YOUR GOAL: Whenever a line of the listing contains the string "grid", return that line.

RECORD EXCERPTS:
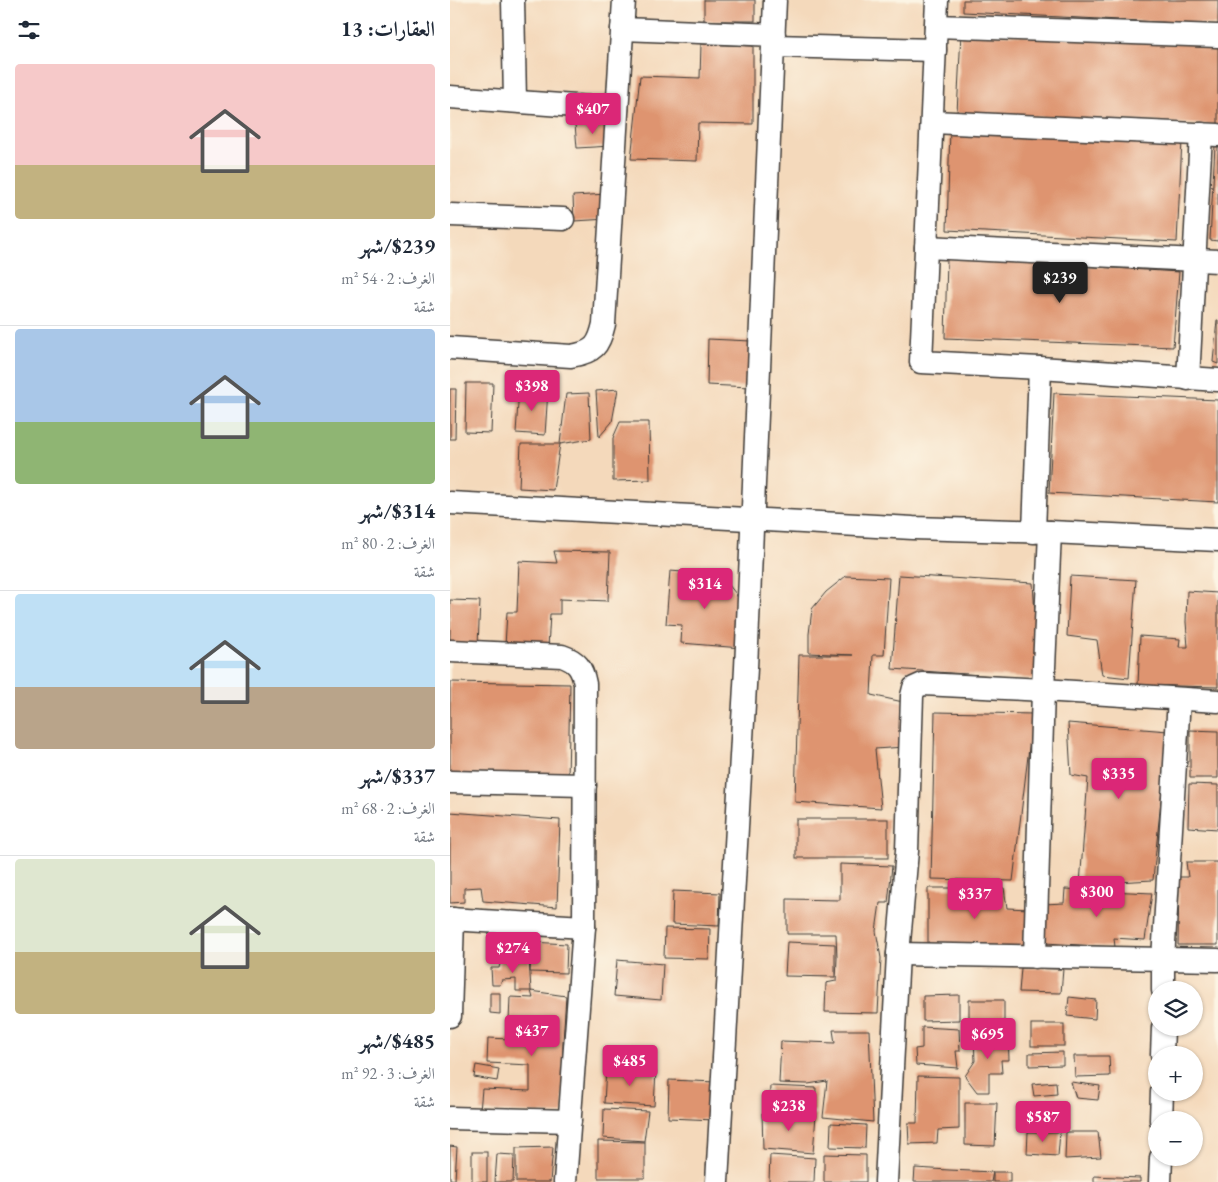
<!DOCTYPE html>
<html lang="ar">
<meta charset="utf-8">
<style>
:root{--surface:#fff;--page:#f6f6f7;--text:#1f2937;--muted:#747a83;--line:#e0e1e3;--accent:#db2777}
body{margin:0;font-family:"EB Garamond",Amiri,serif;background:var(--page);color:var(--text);direction:rtl;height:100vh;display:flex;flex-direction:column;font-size:19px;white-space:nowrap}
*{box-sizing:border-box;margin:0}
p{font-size:16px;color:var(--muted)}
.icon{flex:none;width:28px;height:28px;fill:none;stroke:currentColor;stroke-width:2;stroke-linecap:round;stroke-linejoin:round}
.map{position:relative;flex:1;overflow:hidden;direction:ltr}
.drawer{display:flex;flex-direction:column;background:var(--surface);width:450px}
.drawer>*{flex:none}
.controls{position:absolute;left:698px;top:981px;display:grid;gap:10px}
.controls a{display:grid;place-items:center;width:55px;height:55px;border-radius:50%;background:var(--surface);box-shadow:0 1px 4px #0004;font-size:25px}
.price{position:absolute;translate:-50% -42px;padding:0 11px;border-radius:5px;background:var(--accent);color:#fff;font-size:16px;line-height:32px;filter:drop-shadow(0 1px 2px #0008)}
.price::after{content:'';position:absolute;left:50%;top:30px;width:15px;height:11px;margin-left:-8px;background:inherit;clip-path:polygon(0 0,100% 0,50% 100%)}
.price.on{background:#222;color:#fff}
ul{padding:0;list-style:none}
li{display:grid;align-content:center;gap:10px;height:265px;padding:0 15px}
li+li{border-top:1px solid var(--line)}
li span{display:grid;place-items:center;height:155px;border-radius:5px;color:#555}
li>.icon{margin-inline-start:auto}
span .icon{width:90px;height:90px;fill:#fffc;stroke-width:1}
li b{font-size:21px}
h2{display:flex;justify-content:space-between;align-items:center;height:60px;padding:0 15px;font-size:21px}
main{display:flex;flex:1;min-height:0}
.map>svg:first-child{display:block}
</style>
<main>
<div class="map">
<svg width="768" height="1182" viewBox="0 0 768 1182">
<rect width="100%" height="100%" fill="#fcf5e5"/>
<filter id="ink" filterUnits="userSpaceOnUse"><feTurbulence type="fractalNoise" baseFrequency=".02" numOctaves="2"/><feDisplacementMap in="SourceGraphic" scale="10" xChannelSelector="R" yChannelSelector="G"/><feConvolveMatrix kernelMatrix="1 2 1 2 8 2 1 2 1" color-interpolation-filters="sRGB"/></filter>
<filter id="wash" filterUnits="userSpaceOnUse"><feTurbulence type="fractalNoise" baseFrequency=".0096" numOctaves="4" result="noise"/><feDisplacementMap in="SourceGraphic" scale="20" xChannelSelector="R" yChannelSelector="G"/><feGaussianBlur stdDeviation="1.12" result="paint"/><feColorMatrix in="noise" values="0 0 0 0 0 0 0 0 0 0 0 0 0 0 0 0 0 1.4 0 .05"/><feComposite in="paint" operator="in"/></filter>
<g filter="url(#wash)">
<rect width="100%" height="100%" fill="#f4d9bb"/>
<g id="blocks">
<!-- building -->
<g fill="#de9470">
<rect x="254" y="0" width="51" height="21"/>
<path d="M513,0h255v25l-255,-13z"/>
<path d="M511,33l257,12v80l-261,-12z"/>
<path d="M251,44l52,2v78l-55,-1 -1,38 -66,-2 9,-83 60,2z"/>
<path d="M159,121l2,25 -34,2 -2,-24z"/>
<path d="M500,128l232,12 -5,102 -230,-12z"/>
<path d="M765,145h3v96l-8,-1z"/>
<path d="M157,194l1,25 -34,2 -1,-25z"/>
<path d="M497,258l232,14 -6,75 -228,-9z"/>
<path d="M767,320h1v44l-5,-2z"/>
<path d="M258,339l43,2 -1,46 -43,-2z"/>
<path d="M16,383h27l-2,50 -26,-1z"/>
<path d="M69,388l29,2 -3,45 -29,-2z"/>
<path d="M0,389h6l-1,50h-5z"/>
<path d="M168,389l-6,33 -13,15 -3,-46z"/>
<path d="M139,393l2,46 -31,5 6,-50z"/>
<path d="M604,393l164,7v102l-169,-9z"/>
<path d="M170,422h29l1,58 -37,1v-43z"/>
<path d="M71,444h39l-7,46 -34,-2z"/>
<path d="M104,551l56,1 -2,49 -48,-2v15h-10l-2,34 -43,-2 2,-34h10l2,-51 38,2z"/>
<path d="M220,571l51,4 15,19 8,18 -3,36 -60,-5 1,-18 -16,-1z"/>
<path d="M449,575l134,8 6,96 -147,-10z"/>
<path d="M396,576l43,2 -5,77h-11l-2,40 32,7 1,45 -29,2 6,59 -86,-6 4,-147h54l-44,-2v-19l3,-25 14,-17z"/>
<path d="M620,576l66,4 -7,98 -27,-3 -5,-35 -30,-4z"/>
<path d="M737,591l31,2v94l-80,-2 2,-49 40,3 -1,8h9l-2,-25z"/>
<path d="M0,600l30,1 -2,44 -28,-1z"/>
<path d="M0,682l120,2 -2,95 -118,-2z"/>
<path d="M485,712l98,2 -20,167 -82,-2z"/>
<path d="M618,723l100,8 -15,149 -73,4 8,-106 -17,-3z"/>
<path d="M740,730l28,1v47h-28z"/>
<path d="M739,784l29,1v44l-30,-2z"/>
<path d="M0,812l110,8 -3,87 -74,-6 -2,-14 -17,1v14l-14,1z"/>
<rect x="346" y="819" width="92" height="39"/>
<path d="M736,862h32v83h-40l1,-68h9z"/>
<path d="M390,864l52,2 -4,37h-8l-4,28 5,27 -3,55 -53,-1 1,-29 10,-2 1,-23 -1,-24h-49v-35l53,1z"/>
<path d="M478,888h76l3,20 22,1 -2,41 -99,-3z"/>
<path d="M615,889l87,4 -7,47 -31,-2 1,9 -70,-4 -1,-39 20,-1z"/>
<path d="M223,891l47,2 -1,33 -47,-2z"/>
<path d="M215,928l45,1 -1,30 -45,-1z"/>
<path d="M72,942l1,12 -28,1 -1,-11z"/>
<path d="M82,942l35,2 -1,29 -36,-1z"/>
<path d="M337,942l48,2v33l-50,-1z"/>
<path d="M79,959l2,32h-15v-12l-14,1 -2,5h-8l-1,-17h8l2,-8z"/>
<path d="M167,960l46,4 -2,36 -47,-4z"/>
<path d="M571,968l42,1 -2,24 -42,-1z"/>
<path d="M81,991l35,5 -3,46v72l-83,-3 2,-22 48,2v-26l-43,-2 1,-25 43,2 1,-18 -23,-1 1,-24 23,1z"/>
<path d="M40,993h10v21l-10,-1z"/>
<path d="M509,995v25l-36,1v-25z"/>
<path d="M619,997l27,3 -1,19 -28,-3z"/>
<path d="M519,1000h35v23l-23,-1 -2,4h-10z"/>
<rect x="581" y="1024" width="33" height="22"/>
<path d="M472,1027l37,2 1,22h-4l2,17 -42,-3 -1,-16 7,-1z"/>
<path d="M383,1030h36l4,92 -50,-5 4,-36 -19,3 -29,-1 2,-42 54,2z"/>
<path d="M558,1034l1,26h-8l1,13h-13v19h-12l-12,-16 10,-15 -1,-25z"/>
<path d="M613,1052v13l-34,1v-13z"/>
<path d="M624,1056h35l1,20 -35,1z"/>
<path d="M26,1065l23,4 -2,12 -23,-4z"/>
<path d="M156,1068l50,3 -2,35 -50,-3z"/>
<path d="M468,1076l41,1v52l-21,1 -1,13 -28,1 -1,-21h9z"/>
<path d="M219,1080l47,2 -1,38 -47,-2z"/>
<path d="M606,1082l1,12 -23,2 -2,-12z"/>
<path d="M621,1082l29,4 -2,14 -22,-2z"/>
<path d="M320,1086l46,2 -1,23 -46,-2z"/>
<path d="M515,1103h32l-2,43 -30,-1z"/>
<path d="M582,1104l34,3 -1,17 -35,-3z"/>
<path d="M154,1109l44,2 -4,30 -41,-3z"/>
<path d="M312,1113l54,2 -3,38 -50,-4z"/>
<path d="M381,1123l35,2 -1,23 -35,-1z"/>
<path d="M578,1132h32l-2,24 -31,-2z"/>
<path d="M616,1132h32l3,25 -36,2z"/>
<path d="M148,1141l47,1v36h-47z"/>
<path d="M0,1146l7,1 -2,33 -5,-1z"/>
<path d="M103,1147l-3,35h-34v-34z"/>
<rect x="22" y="1152" width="15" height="30"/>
<path d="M47,1154l17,1 -1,27h-18z"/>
<path d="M374,1154l42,1v27h-42z"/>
<path d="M320,1155l45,3 -1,24h-45z"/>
<path d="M465,1168l34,2 44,2 -2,10h-77z"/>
<rect x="543" y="1172" width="17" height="10"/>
<path d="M644,1176l46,2v4h-46z"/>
</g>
</g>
</g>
<g filter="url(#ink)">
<use href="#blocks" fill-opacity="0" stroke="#3c3834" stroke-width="1"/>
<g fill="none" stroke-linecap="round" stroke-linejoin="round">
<defs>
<g id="minor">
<path d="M63,0l2,101"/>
<path d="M487,0l-16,362 119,6 178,12"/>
<path d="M486,26l282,10"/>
<path d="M172,29l152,6"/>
<path d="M323,46l162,4"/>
<path d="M0,97l167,12"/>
<path d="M483,122l285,13"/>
<path d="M0,215l113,4"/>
<path d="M476,247l292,14"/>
<path d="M0,348l121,8c23,-4 28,-10 33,-32l20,-324"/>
<path d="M738,379l13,-245"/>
<path d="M0,503l463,25 137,4 168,8"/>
<path d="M584,532l6,-164"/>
<path d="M0,651l112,5c15,5 20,12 23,28l-1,243 -19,255"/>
<path d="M0,782l135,3"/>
<path d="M0,919l134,8"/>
<path d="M448,954l320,6"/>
<path d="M585,957l8,-267 7,-158"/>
<path d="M713,990v-31l16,-260"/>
<path d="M0,1016l3,-97"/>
<path d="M712,1055l1,-27"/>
<path d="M0,1118l120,3"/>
<path d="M711,1120l1,-28"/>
<path d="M267,1182l29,-514 29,-668"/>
<path d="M436,1182l12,-228 9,-103 5,-155 2,-8 9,-4 120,6 175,11"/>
<path d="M710,1182l1,-24"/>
</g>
</defs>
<!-- minor casing -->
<use href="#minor" stroke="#3c3834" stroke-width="25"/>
<!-- minor -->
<use href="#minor" stroke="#fff" stroke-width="22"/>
</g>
</g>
</svg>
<div class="controls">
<a><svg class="icon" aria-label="layers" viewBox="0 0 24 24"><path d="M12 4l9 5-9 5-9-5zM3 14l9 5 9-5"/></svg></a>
<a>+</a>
<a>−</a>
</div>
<b class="price" style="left:143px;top:135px">$407</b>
<b class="price on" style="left:610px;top:304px">$239</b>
<b class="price" style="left:82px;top:412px">$398</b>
<b class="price" style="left:255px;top:610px">$314</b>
<b class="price" style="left:669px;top:800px">$335</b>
<b class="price" style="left:647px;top:918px">$300</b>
<b class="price" style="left:525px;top:920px">$337</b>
<b class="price" style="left:63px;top:974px">$274</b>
<b class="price" style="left:82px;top:1057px">$437</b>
<b class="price" style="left:538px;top:1060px">$695</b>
<b class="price" style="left:180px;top:1087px">$485</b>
<b class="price" style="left:339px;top:1132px">$238</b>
<b class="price" style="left:593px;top:1143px">$587</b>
</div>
<section class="drawer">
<h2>العقارات: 13<svg class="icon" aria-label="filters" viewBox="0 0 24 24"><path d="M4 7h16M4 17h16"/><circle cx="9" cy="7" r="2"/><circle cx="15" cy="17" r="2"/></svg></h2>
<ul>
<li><span style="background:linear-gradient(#f6c9c9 65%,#c2b280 0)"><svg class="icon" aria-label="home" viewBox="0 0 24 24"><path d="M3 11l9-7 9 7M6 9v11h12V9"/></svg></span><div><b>$239/شهر</b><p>الغرف: 2 · 54 m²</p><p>شقة</p></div></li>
<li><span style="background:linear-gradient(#a9c7e8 60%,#8fb573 0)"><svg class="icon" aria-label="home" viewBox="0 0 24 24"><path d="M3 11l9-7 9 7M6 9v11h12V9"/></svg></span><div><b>$314/شهر</b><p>الغرف: 2 · 80 m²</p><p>شقة</p></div></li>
<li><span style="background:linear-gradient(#bfe0f5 60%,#b9a48a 0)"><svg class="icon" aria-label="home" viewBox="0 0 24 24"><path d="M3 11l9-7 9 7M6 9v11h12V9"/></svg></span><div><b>$337/شهر</b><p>الغرف: 2 · 68 m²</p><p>شقة</p></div></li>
<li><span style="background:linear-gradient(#dfe7d0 60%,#c2b280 0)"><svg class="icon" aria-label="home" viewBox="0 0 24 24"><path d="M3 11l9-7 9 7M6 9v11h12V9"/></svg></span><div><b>$485/شهر</b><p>الغرف: 3 · 92 m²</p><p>شقة</p></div></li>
</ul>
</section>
</main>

RESPONSE AREA:
.controls{position:absolute;left:698px;top:981px;display:grid;gap:10px}
.controls a{display:grid;place-items:center;width:55px;height:55px;border-radius:50%;background:var(--surface);box-shadow:0 1px 4px #0004;font-size:25px}
li{display:grid;align-content:center;gap:10px;height:265px;padding:0 15px}
li span{display:grid;place-items:center;height:155px;border-radius:5px;color:#555}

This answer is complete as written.